Şövalye / Chevalier / Athina Rachel Tsangari
30. İstanbul Film Festivali’nde izleyiciyle buluşan Attenberg filminin yönetmeni Atina Rachel Tsangari’nin bol ödüllü son filmi Chevalier / Şövalye festivalin Antidepresan bölümünde. Londra, Selanik ve Saraybosna festivallerinden ödüllerle dönen ve erkek dünyasını ti’ye alan film, Ege denizinde bir teknede tatile çıkan 6 erkek arkadaşın “içimizden en “erkek” hangimiz” oyununu oynamaya karar vermeleriyle başlıyor. Aralarında ünlü Yunan şarkıcı Sakis’in de olduğu, sadece erkeklerden oluşan oyuncu kadrosuna, Saraybosna Film Festivalinde toplu halde en iyi oyuncu ödülü kazandıran Şövalye, Londra Film Festivali’nde En İyi Film, Selanik’te İzleyici Ödülü kazandı. Dogtooth / Köpekdişi ve The Lobster’ın yönetmeni Yorgos Lanthimos’la yaptığı işbirlikleriyle tanıdığımız Tsangari, Köpekdişi ve Alpler’in yanı sıra Richard Linklater’ın Geceyarısından Önce filminin de yapımcılığını üstlendi ve bu filmde de küçük bir rol üstlendi.
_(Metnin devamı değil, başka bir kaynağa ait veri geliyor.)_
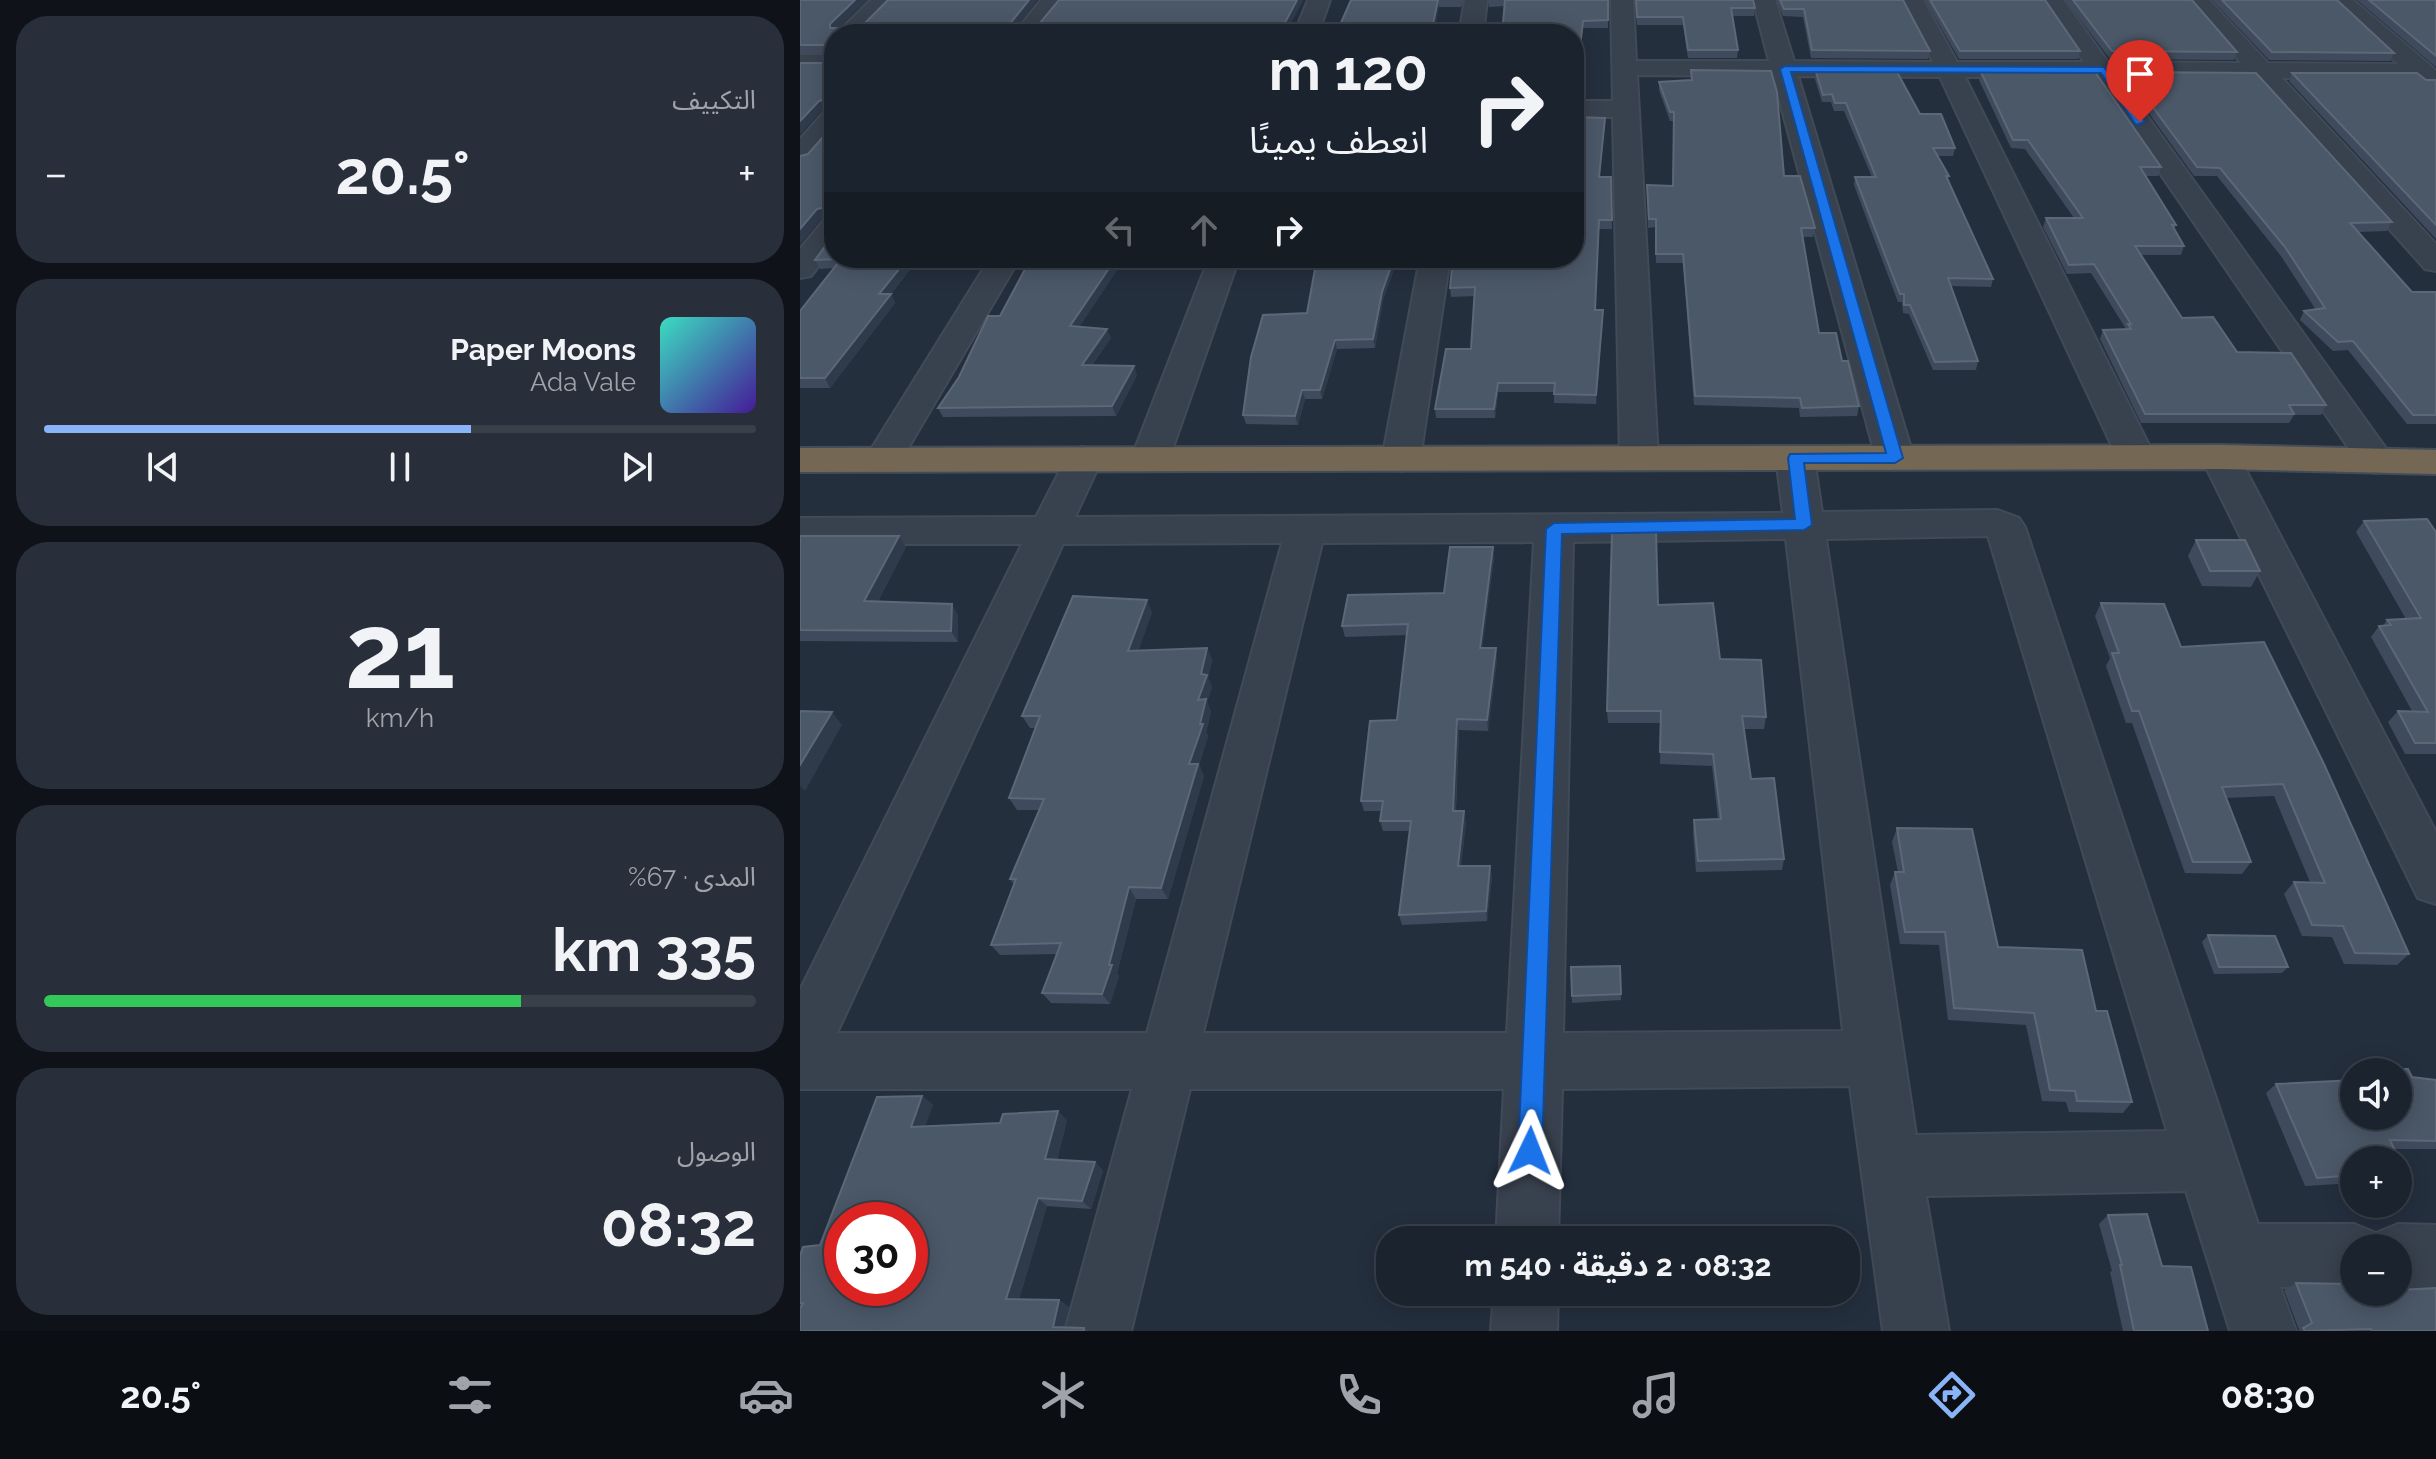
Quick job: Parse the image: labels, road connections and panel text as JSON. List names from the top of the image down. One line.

Schneider Bax’a Karşı / Schneider vs Bax / Alex van Warmerdam
Hollanda sinemasının en muzip yönetmenlerinden Alex van Warmerdam, kara mizah şaheseri Borgman’dan sonra çektiği yeni filmi Schneider vs Bax / Schneider Bax’a Karşı’da müstakbel kurbanı tahmininden dişli çıkan bir tetikçinin hikâyesini anlatıyor. Schneider Bax’a Karşı, heyecanlı ve absürt bir komedi-gerilim. Sinemadan önce tiyatro ile uğraşan van Warmerdam’ın önceki filmleri Abel, Little Tony, Grimm, The Last Days of Emma Blank birçok uluslararası festivalde ödül kazandı. Tetikçi Schneider rolündeki Tom Dewispelaere, Borgman’da da rol alıyordu. Öldürmeye çalıştığı Bax rolünü ise yönetmenin van Warmerdam üstleniyor. Van Warmerdam filmini “tüy gibi hafif, bir tarz egzersizi; ışık, mekân, su ve sazlıklar üzerine bir çalışma” olarak tanımlıyor.